In order for Facebook IP ranges to be blackholed by a 'configuration error' the following conditions would have to be met/breached.
Background
-
A major network like the one Facebook has will peer with other network providers at multiple locations in multiple DC's
-
Large networks like this will have out of band (OOB) access to border routers (think modem via a mobile phone link)
-
Large companies with critical assets have very strict change control procedures
Change control is a key area to understand with regards to this outage. Most people might not be aware, but it is often a quite involved process that incorporates a number of checks and failsafes.
Consider a 'normal' change for a large company.
-
Someone in the business decides that a change needs to be made for whatever reason, so they raise a change request.
-
This initial change request will often be high level, and a business approver will have to sign it off as required and worth the risk
-
Technical engineers will create a more detailed change request, this will include such things as
-
Details of what is going to be changed and why, and on what equipment
-
Identify if the change poses a risk to critical services
-
A detailed change script of what actual changes will be performed, including a backout plan should the change fail
-
Key services will be identified before hand and a test plan put in place to occur prior to the change (to make sure it's all ok) and a re-run of the tests after the change has been made.
-
Another engineer will peer review the detailed change request and provide technical approval, or push back on things that might be wrong or unclear. They also provide assurance that the technical changes being made will actually achieve the stated business goals
-
Once all this is done the change will go to a final approval team who have a 'big picture' view and can juggle changes between various Data Centers and ensure there are no overlaps between different change requests that could cause unexpected issues.

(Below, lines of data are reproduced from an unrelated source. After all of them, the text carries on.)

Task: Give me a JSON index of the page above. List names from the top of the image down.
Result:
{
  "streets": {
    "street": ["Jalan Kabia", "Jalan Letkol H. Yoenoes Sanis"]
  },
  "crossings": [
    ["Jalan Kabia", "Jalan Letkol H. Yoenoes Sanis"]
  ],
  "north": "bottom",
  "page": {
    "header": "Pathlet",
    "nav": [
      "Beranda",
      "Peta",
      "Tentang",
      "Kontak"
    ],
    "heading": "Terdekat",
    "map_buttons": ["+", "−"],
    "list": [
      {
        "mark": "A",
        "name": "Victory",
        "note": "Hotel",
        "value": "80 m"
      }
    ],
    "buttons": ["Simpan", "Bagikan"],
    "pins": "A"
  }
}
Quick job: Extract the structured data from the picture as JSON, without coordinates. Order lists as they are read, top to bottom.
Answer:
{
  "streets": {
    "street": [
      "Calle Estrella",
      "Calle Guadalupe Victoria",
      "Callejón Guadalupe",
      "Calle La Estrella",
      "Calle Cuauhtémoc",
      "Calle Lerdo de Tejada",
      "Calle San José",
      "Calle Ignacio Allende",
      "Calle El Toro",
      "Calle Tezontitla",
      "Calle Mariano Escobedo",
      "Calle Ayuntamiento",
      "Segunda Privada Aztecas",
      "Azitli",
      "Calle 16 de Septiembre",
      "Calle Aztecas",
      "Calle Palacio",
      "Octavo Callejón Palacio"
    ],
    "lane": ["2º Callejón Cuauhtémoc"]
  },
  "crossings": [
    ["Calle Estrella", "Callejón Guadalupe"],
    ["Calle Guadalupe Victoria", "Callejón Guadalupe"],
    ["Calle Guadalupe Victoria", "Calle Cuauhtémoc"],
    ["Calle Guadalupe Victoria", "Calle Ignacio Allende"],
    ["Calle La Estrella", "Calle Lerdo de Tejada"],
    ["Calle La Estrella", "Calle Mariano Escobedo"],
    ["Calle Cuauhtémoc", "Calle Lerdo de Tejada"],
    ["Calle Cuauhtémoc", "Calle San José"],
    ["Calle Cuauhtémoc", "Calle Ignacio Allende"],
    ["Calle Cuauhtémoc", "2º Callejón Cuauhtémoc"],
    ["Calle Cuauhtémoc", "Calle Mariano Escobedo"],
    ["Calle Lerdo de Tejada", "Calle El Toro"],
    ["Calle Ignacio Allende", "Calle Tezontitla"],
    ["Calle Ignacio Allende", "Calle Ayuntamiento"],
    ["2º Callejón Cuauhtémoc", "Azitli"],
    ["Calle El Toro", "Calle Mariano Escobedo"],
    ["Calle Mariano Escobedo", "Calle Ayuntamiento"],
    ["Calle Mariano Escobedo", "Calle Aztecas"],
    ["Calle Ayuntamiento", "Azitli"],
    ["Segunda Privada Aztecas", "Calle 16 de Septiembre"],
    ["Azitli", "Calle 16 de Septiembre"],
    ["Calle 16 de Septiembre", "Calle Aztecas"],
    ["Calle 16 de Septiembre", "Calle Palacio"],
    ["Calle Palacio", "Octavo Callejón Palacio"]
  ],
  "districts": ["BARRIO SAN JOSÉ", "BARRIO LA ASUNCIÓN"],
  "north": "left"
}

Once all this is approved the change will be scheduled for out of hours change, depending on which timezone the relevant DC is in.
It is highly unlikely changes of this nature would be made at all of Facebooks datacenters at the same time..
https://www.datacenters.com/facebook-data-center-locations
And certainly not within business hours.
Even assuming all this was done, the person conducting the change would be using the out of band connectivity to perform it. This is done so that if you make a mistake or there is an undocumented bug in the IOS code (it happens) then they are not kicked off the device and can still remediate the problem.
The very fact that engineers could not get into the building to fix the problem once it started means that there was no-one actually making the change.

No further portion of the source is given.